Might makes right. Given this belief that people must fight for what they want, Tubori society sees people’s positions in life as an indicator of their capabilities. Tubori typically reason that those who are fit for a higher station will find one via guile or through forging beneficial connections, and if they cannot improve their lot, then they deserve their privation. Those who are on the losing sides of battles for power and position are viewed very unsympathetically, no matter what means their enemies used to defeat them.
GENDER BIAS
The Tubori are unique in that they have an absolutely neutral gender bias, and rather low emphasis on gender in general. While most duchies allow for women to serve in most positions or careers, they still tend to believe that men and women are fundamentally different. Tubori, on the other hand, see gender as less important and predictive of individual qualities; there are very few gendered occupations or even stereotypes in the isles. Indeed, Tubori jokes about gender tend to mock the other duchies for their beliefs about gendered clothing or gender-suited activities.
This lack of focus on gender is mirrored in the Tubori language, which does not actually use gendered pronouns at all. (Tubori learning other languages for the first time often struggle with the distinction between ‘he’ and ‘she’.) Between this lack of specificity in the language, the legality of same-sex marriage, and the flexibility of clothing trends, Tubori can easily pass in their homeland as the opposite gender if they so choose. After all, the Tubori say, people are defined by their family and their passions rather than what’s under their skirts.

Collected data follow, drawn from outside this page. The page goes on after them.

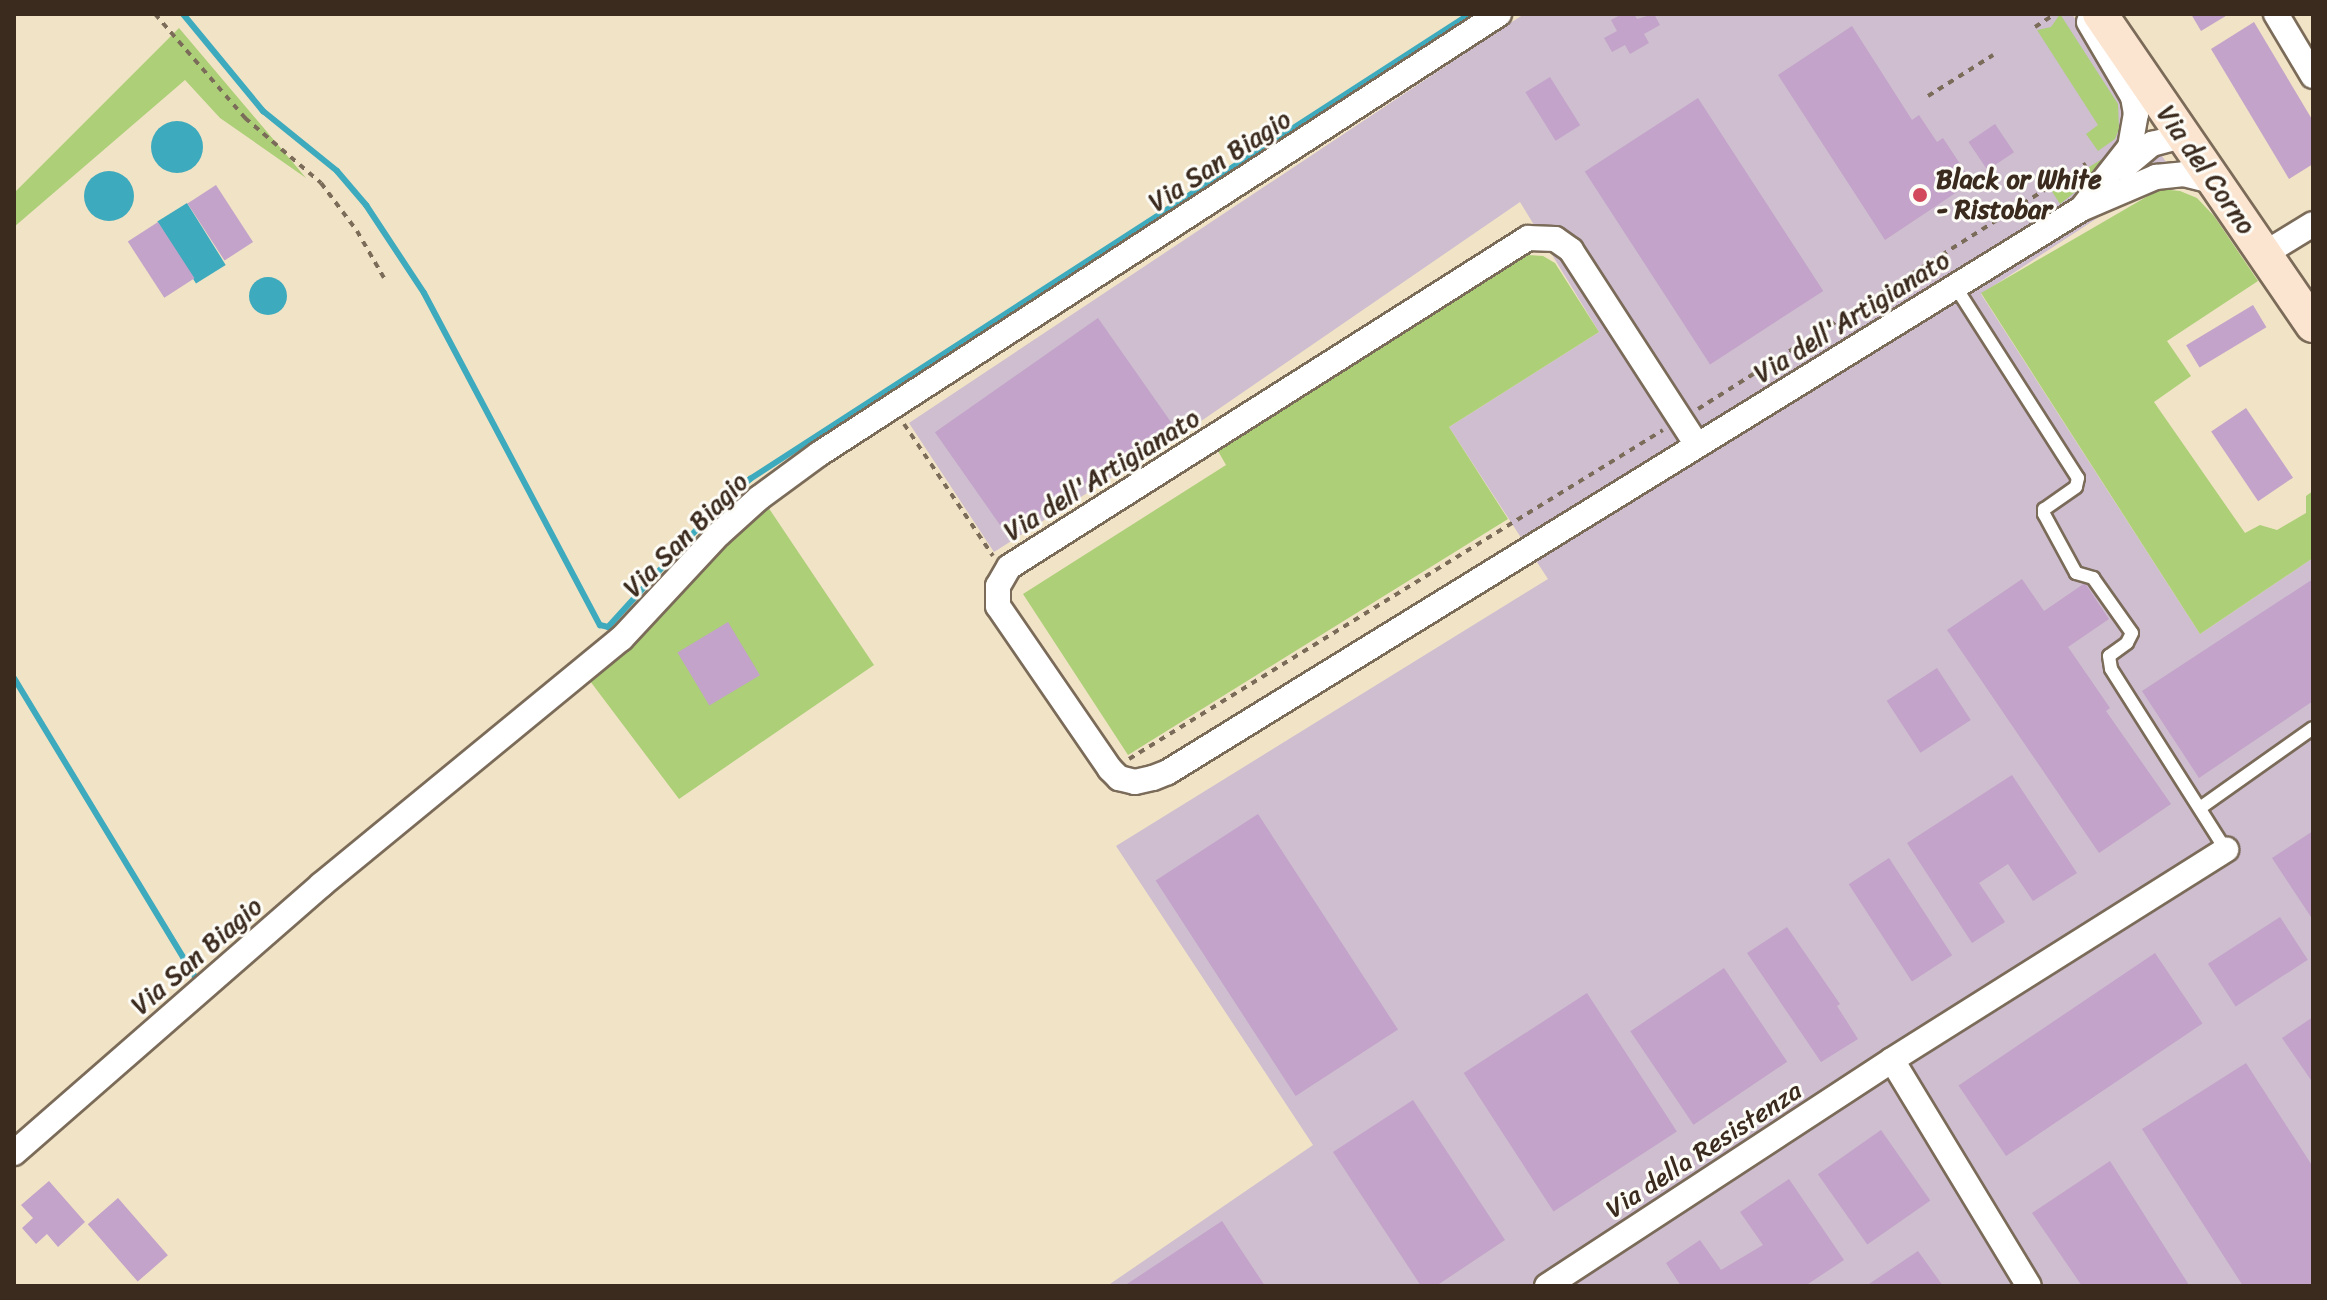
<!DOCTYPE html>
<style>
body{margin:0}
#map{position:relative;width:2327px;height:1300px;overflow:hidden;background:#f1e3c6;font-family:Sriracha,sans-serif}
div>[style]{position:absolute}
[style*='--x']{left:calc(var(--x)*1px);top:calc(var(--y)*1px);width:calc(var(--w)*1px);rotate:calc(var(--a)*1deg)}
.industrial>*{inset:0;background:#cebed0}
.green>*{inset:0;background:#accf78}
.water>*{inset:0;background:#3eaabd;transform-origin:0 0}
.round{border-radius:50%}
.stream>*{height:6px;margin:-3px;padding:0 3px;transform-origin:3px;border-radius:3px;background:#3eaabd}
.building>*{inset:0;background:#c3a3c9;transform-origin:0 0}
.path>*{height:4px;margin-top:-2px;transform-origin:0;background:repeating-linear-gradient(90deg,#7b6b59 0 6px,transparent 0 12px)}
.roads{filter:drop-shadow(2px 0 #7b6b59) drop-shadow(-2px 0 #7b6b59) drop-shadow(0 2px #7b6b59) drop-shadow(0 -2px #7b6b59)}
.lane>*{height:12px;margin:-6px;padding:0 6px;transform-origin:6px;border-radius:6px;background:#fff}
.street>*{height:24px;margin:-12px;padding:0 12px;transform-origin:12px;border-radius:12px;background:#fff}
.secondary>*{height:34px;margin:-17px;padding:0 17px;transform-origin:17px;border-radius:17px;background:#fce5d0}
.dots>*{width:22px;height:22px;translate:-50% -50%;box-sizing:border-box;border:4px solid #fdfcf7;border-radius:50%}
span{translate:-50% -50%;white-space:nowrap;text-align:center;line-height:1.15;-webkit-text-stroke:6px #fdfcf7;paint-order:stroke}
.street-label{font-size:26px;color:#3b2a1e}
.poi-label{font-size:26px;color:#3b2a1e;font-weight:700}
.left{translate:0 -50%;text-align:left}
.frame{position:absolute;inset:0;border:16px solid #3b2a1e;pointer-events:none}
</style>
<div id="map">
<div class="industrial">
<i style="clip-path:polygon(1524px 14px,2072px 14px,2171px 170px,1981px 294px,2200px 634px,2313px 558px,2313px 1286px,1107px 1286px,1313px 1145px,1116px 846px,1548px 579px,1449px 427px,1599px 332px,1520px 202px,1204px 419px,994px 552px,909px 423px)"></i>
</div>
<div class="green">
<i style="clip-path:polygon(2060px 14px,2118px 104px,2119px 129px,2115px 139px,2098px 151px,2086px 134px,2098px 125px,2037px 30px,2051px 27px)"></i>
<i style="clip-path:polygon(179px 28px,306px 178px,220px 118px,185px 80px,14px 227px,14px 193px)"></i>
<i style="clip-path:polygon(2122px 147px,2094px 177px,2060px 204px,2051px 190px)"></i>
<i style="clip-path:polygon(2160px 189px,2180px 191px,2197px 198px,2214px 216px,2258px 281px,2167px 341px,2191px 376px,2154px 402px,2245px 533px,2260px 525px,2277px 530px,2306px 513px,2306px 496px,2313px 491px,2313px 558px,2200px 634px,1981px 293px)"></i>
<i style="clip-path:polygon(1528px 255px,1543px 256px,1555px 263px,1599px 332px,1449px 427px,1508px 519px,1128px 755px,1023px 594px,1226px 465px,1218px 451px)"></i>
<i style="clip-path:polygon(766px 504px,874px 665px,679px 799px,590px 681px,644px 632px,727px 542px)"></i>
</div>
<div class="water">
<i class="round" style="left:151px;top:121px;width:52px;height:52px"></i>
<i class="round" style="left:84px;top:171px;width:50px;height:50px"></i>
<i style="left:187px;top:203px;width:73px;height:35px;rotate:58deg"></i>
<i class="round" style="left:249px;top:277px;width:38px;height:38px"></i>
</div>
<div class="stream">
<i style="--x:183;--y:14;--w:126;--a:50.5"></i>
<i style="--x:263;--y:111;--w:95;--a:39"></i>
<i style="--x:337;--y:171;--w:45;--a:49.5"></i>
<i style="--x:366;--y:205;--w:105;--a:56.6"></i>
<i style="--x:424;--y:293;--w:376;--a:62.1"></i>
<i style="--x:600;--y:625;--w:8;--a:14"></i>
<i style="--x:608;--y:627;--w:149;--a:-47.7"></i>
<i style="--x:708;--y:517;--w:57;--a:-42.1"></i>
<i style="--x:750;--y:479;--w:857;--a:-32.86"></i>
<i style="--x:14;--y:678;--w:352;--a:58.8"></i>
</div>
<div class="building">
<i style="clip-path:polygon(1622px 14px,1634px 14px,1637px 19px,1654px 14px,1660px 25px,1644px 34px,1649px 43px,1630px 54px,1625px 45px,1612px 52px,1604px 38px,1617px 31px,1611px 20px)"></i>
<i style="clip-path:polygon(2191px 14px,2229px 14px,2201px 31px)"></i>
<i style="clip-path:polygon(2254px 22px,2313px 121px,2313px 164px,2289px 179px,2211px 49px)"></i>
<i style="clip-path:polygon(1852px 26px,1912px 120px,1919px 115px,1937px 142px,1943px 138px,1972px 182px,1885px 240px,1778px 75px)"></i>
<i style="left:1550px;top:77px;width:57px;height:29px;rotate:58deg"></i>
<i style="left:1698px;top:98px;width:230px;height:135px;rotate:57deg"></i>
<i style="left:1995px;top:124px;width:34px;height:32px;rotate:56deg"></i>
<i style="left:216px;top:185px;width:68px;height:34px;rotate:57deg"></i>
<i style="left:158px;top:222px;width:67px;height:36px;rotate:57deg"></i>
<i style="left:2253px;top:305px;width:26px;height:78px;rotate:59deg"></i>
<i style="left:1098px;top:318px;width:128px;height:199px;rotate:55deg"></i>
<i style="left:2246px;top:408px;width:84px;height:42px;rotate:56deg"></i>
<i style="clip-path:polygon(2022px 579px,2044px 611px,2085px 583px,2109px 619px,2068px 647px,2110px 708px,2106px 711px,2171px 804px,2099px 853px,1947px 630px)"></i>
<i style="clip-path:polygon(2313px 579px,2313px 701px,2199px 778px,2142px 691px)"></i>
<i style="left:728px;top:622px;width:62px;height:59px;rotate:59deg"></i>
<i style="left:1937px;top:668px;width:62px;height:60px;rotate:57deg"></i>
<i style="clip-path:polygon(2012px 775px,2077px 873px,2033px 901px,2008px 864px,1979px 883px,2005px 922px,1972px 943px,1907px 843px)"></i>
<i style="left:1258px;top:814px;width:257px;height:122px;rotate:57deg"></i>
<i style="clip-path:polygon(2313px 831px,2313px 920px,2272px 858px)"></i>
<i style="left:1889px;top:858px;width:116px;height:48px;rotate:57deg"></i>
<i style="left:2280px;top:917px;width:51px;height:86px;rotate:57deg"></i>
<i style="clip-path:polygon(1787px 927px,1840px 1004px,1837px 1006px,1858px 1039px,1821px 1062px,1747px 953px)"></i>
<i style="left:2155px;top:953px;width:85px;height:237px;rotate:56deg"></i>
<i style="left:1724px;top:968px;width:113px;height:113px;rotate:56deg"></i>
<i style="left:1587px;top:993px;width:165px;height:147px;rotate:57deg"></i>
<i style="clip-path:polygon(2313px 1017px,2313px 1083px,2282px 1038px)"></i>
<i style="clip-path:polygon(2246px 1063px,2313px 1167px,2313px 1286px,2243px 1286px,2142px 1129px)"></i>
<i style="clip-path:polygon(1413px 1100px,1505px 1240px,1436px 1286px,1421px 1286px,1333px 1152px)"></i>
<i style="left:1881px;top:1130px;width:86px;height:77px;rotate:55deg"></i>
<i style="clip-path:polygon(2110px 1161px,2189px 1285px,2187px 1286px,2082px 1286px,2032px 1213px)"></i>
<i style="clip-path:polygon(1789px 1179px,1844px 1260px,1805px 1286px,1681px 1286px,1666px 1263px,1700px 1240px,1721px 1270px,1763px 1245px,1740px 1212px)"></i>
<i style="clip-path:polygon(49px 1181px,85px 1222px,58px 1247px,47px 1234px,36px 1244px,22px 1228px,33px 1218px,21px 1205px)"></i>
<i style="left:118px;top:1198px;width:76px;height:40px;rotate:49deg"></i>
<i style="clip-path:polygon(1222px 1221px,1265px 1286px,1124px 1286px)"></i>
<i style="clip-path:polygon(1918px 1251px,1943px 1286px,1866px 1286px)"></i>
</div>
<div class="path">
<i style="--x:155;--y:14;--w:138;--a:49.1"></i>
<i style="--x:245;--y:118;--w:100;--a:40.5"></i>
<i style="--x:321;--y:183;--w:60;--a:53.1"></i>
<i style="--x:357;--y:231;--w:54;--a:60.1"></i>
<i style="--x:2035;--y:27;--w:24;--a:-33"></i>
<i style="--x:1928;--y:96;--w:77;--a:-32.2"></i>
<i style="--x:1698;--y:409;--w:459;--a:-32.3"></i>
<i style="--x:904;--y:424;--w:159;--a:56"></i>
<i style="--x:1129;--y:759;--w:627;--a:-31.64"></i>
</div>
<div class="roads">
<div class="lane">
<i style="--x:1955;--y:286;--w:228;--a:57.4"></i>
<i style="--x:2078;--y:478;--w:9;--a:103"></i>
<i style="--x:2076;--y:487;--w:39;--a:145"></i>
<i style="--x:2044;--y:509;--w:5;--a:90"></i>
<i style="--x:2044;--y:514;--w:67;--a:61.5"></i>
<i style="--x:2076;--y:573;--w:18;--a:16"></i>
<i style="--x:2093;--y:578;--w:67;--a:54.7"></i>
<i style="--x:2132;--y:633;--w:11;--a:117"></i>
<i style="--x:2127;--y:643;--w:22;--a:144"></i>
<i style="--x:2109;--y:656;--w:13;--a:81"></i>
<i style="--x:2111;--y:669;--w:214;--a:57.6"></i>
<i style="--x:2200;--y:808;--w:138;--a:-35.3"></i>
</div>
<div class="street">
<i style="--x:2276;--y:14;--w:72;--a:59.2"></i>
<i style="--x:2123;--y:168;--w:38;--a:-40"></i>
<i style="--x:2152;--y:144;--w:31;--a:-15"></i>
<i style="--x:2083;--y:207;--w:76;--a:-51.9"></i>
<i style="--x:2130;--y:147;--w:34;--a:-80"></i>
<i style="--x:2136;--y:114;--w:17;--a:-100"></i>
<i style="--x:2133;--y:97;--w:87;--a:-120.4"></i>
<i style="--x:2264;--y:254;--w:57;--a:-31.5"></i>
<i style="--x:1697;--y:445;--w:232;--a:-122.9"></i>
<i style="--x:1571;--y:250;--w:19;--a:-145"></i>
<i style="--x:1555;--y:239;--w:27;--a:-178"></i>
<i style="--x:1528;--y:238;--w:614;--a:147.63"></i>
<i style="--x:1009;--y:567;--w:22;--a:120"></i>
<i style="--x:998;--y:586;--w:20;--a:90"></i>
<i style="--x:998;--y:606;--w:198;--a:55.5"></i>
<i style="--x:1110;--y:769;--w:13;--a:45"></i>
<i style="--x:1119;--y:778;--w:16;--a:14"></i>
<i style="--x:1135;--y:782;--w:18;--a:-13"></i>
<i style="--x:1153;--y:778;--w:16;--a:-22"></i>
<i style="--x:1168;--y:772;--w:1073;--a:-31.66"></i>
<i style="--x:2081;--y:209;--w:82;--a:-23.1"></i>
<i style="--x:2156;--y:177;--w:28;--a:-6"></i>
<i style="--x:2184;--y:174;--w:29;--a:14"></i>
<i style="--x:1892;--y:1060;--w:264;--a:58.8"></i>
<i style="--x:14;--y:1153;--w:408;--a:-41.1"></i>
<i style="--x:321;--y:885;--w:388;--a:-39.4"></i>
<i style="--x:621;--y:639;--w:144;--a:-47"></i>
<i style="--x:719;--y:534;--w:54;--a:-42"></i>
<i style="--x:759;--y:498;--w:74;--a:-36.3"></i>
<i style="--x:819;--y:454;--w:810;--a:-32.91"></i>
<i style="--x:1547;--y:1286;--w:412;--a:-33.2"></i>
<i style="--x:1892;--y:1060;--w:395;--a:-32.2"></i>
</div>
<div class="secondary">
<i style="--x:2100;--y:14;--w:377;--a:55.6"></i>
</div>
</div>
<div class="dots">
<i style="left:1920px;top:195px;background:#d1495b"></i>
</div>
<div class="street-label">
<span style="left:1220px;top:161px;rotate:-33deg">Via San Biagio</span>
<span style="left:2206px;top:170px;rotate:55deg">Via del Corno</span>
<span style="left:1852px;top:317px;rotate:-32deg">Via dell'Artigianato</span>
<span style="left:1102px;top:475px;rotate:-32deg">Via dell'Artigianato</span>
<span style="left:686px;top:535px;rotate:-45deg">Via San Biagio</span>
<span style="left:197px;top:956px;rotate:-41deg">Via San Biagio</span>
<span style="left:1704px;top:1150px;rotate:-33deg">Via della Resistenza</span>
</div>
<div class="poi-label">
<span class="left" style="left:1936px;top:195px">Black or White<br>- Ristobar</span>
</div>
<div class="frame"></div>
</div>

Peasant inheritances are divided amongst all the children, rather than preference being given to the eldest. The only deviation from that is in the case of the nobility who, affected by the Decree of Sodality, have come to follow the Lithmorran pattern of passing lands, wealth and titles to the eldest child.
PERSPECTIVES
Lithmorran:
“Stuffy killjoys who don’t know a keel from a mast.”
Vandagan:
“Don’t turn your back on a Vandagan.”
Vavardi:
“More money than sense. You tell them ain’t nobody else will have one and
they’ll buy it just for that.”
Charali:
“Mighty convenient for the slave trade, havin’ a whole people what ain’t
keepin’ papers to show who’s missin’.”
Hill Folk:
“Don’t let anyone else tell them what to do. Ya got to respect that.”
Farin:
“Good to trade with, terrible to drink with.”
Daravi:
“You’ll never see me do business with them.”
Order:
“I attend every mass, and the church is my first stop after every voyage, if
you know what I mean.”
Reeves:
“If you can’t make an honest livin’, you join the Reeves.”
Troubadours:
“I listen to them, and hope they aren’t listening to me.”
Brotherhood:
“Family is important.”
Merchants:
“Trade is life, and life is trade. It wouldn’t work without them.”
Physicians:
“Enough good sense to realize folks have got bodyparts under their clothes
and can even look at ’em without blushing.”
Council:
“Meddling fussbuckets and their damned regulations.”